In [118]:
import json
import os
import sys
from nltk.tokenize import word_tokenize 
import string
import numpy as np
import pandas as pd
import matplotlib.pyplot as plt
import seaborn as sns
from collections import Counter

import nltk
nltk.download('punkt')

[nltk_data] Downloading package punkt to /home/ajm353/nltk_data...
[nltk_data]   Package punkt is already up-to-date!


True

In [3]:
df = pd.read_json('data/preprocessed/UBAR/multi-woz-processed/data_for_ubar.json')

In [40]:
len(df.columns)

10433

In [41]:
# Get the distribution of the number of goals in each dialogue
lens = []
for i in range(len(df.columns)):
    lens.append(len(df.iloc[0][i]))

counts = Counter(lens)
counts

Counter({1: 3409, 2: 5405, 3: 1619})

In [42]:
# Indexes of dialogues with 3 domains in multiwoz
indices = [i for i, x in enumerate(lens) if x == 3]

In [4]:
file_path = "data/raw/UBAR/multi-woz/data.json"

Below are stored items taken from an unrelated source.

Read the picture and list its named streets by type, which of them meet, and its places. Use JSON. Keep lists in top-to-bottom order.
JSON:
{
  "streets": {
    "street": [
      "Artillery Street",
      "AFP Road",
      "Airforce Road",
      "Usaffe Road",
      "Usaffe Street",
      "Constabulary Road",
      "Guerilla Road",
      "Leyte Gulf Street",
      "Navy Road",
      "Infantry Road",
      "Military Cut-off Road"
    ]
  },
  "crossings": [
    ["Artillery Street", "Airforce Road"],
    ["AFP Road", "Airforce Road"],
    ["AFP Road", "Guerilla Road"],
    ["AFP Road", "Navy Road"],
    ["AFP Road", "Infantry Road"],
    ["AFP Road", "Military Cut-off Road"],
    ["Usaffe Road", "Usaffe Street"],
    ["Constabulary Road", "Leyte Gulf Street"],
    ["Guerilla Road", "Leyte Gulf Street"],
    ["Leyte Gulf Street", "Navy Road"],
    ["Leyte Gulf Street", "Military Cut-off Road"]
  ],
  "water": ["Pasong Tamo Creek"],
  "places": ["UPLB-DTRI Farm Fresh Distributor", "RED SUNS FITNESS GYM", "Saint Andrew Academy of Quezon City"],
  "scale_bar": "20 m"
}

df_raw_mwoz = pd.read_json(file_path)

In [44]:
first_ten_goals = []
for i in range(20):
    parsed_goal = {}
    goal = df_raw_mwoz.iloc[:,i].goal
    for key in goal.keys():
        relevant_goals = {k: v for k, v in goal.items() if v != {} and k != 'topic' and k != 'message'}
        services = [key for key in relevant_goals.keys()]
        for service in services:
            parsed_goal[service] = relevant_goals[service]
    first_ten_goals.append(parsed_goal)

first_ten_goals[0]

{'hotel': {'info': {'type': 'hotel',
   'parking': 'yes',
   'pricerange': 'cheap',
   'internet': 'yes'},
  'fail_info': {},
  'book': {'pre_invalid': True,
   'stay': '2',
   'day': 'tuesday',
   'invalid': False,
   'people': '6'},
  'fail_book': {'stay': '3'}}}

In [187]:
""" 
Save the system dialogue from all turns in all dialogues
along with the turn number and the dialogue ID
"""

system_response_file = "data/preprocessed/UBAR/system_responses.txt"
val_list_file = "data/raw/UBAR/multi-woz/valListFile.json"
test_list_file = "data/raw/UBAR/multi-woz/testListFile.json"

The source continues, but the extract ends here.